The Fisher information is \(\imath(\sigma) = \mathsf{E}\{\jmath(\sigma)\}=-2/\sigma^2 + 6/\sigma^2 = 3/\sigma^2\). Jeffrey’s prior for the scale, \(p(\sigma) =|\imath(\sigma)|^{1/2}\), is proportional to \(\sigma^{-1}\) and thus improper.

Exercise 2.3

Consider a binomial model with an unknown probability of successes \(\theta \in [0,1]\) model. Suppose your prior guess for \(\theta\) has mean \(0.1\) and standard deviation \(0.2\)

Using moment matching, return values for the parameters of the conjugate beta prior corresponding to your opinion.

Plot the resulting beta prior and compare it with a truncated Gaussian distribution on the unit interval with location \(\mu=0.1\) and scale \(\sigma=0.2\).1

Solution. The beta distribution has expected value \(\alpha/(\alpha+\beta)\) and variance \(\alpha\beta(\alpha+\beta)^{-2}(\alpha+\beta+1)^{-1}\).
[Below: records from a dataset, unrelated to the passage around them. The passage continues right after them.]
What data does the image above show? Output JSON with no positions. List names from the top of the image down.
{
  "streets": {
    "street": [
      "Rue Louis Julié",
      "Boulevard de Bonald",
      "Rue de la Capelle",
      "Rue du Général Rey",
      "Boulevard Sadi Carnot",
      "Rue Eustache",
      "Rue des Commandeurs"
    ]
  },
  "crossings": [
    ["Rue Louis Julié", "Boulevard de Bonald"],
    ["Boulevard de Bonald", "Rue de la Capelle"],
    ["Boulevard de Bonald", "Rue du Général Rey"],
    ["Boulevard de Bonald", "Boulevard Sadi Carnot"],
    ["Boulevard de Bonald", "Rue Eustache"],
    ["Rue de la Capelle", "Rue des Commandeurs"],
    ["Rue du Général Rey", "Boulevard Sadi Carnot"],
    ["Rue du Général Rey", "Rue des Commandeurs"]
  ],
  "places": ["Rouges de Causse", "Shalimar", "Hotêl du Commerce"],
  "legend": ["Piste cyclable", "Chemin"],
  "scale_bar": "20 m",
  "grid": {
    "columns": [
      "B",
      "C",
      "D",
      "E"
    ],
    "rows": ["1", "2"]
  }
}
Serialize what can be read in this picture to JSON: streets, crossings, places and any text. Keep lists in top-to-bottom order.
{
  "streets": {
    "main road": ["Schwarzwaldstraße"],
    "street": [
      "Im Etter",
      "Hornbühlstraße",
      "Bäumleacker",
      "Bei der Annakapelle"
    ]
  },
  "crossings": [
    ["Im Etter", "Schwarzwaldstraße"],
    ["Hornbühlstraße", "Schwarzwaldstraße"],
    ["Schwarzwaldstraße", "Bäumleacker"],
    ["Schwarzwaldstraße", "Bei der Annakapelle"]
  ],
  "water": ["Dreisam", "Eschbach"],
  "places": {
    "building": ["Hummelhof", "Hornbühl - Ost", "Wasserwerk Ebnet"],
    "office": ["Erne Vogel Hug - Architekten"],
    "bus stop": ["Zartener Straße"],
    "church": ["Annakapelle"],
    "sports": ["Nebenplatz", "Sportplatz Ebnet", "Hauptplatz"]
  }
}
Since the system of equations is nonlinear, we need to solve numerically to find the two unknown value of the parameters or else simply substitute \(\beta = \alpha (1-\mu)/\mu\) in the equation for the variance.

beta_moments <- function(par, mean, variance){
  alpha <- par[1]
  beta <- par[2]
  c(alpha/(alpha+beta) - mean,
    alpha*beta/(alpha+beta)^2/(alpha+beta+1) - variance)
}
# Numerical root finding algorithm
# We need to give good starting values
rootSolve::multiroot(f = beta_moments,
                     start = c(0.1, 0.8),
                     positive = TRUE,
                     mean = 0.1, 
                     variance = 0.04)
$root
[1] 0.125 1.125

$f.root
[1] 5.504125e-12 4.298423e-12

$iter
[1] 5

$estim.precis
[1] 4.901274e-12
alpha <- uniroot(f = function(alpha, mean = 0.1, variance = 0.04){
  beta <- alpha*(1-mean)/mean
  alpha*beta/(alpha+beta)^2/(alpha+beta+1) - variance}, 
  interval = c(1e-4, 1))$root
beta <- alpha*(1-0.1)/0.1
c(alpha = alpha, beta = beta)
alpha  beta 
0.125 1.125 

and we find \(\alpha = 0.125\) and \(\beta=1.125\).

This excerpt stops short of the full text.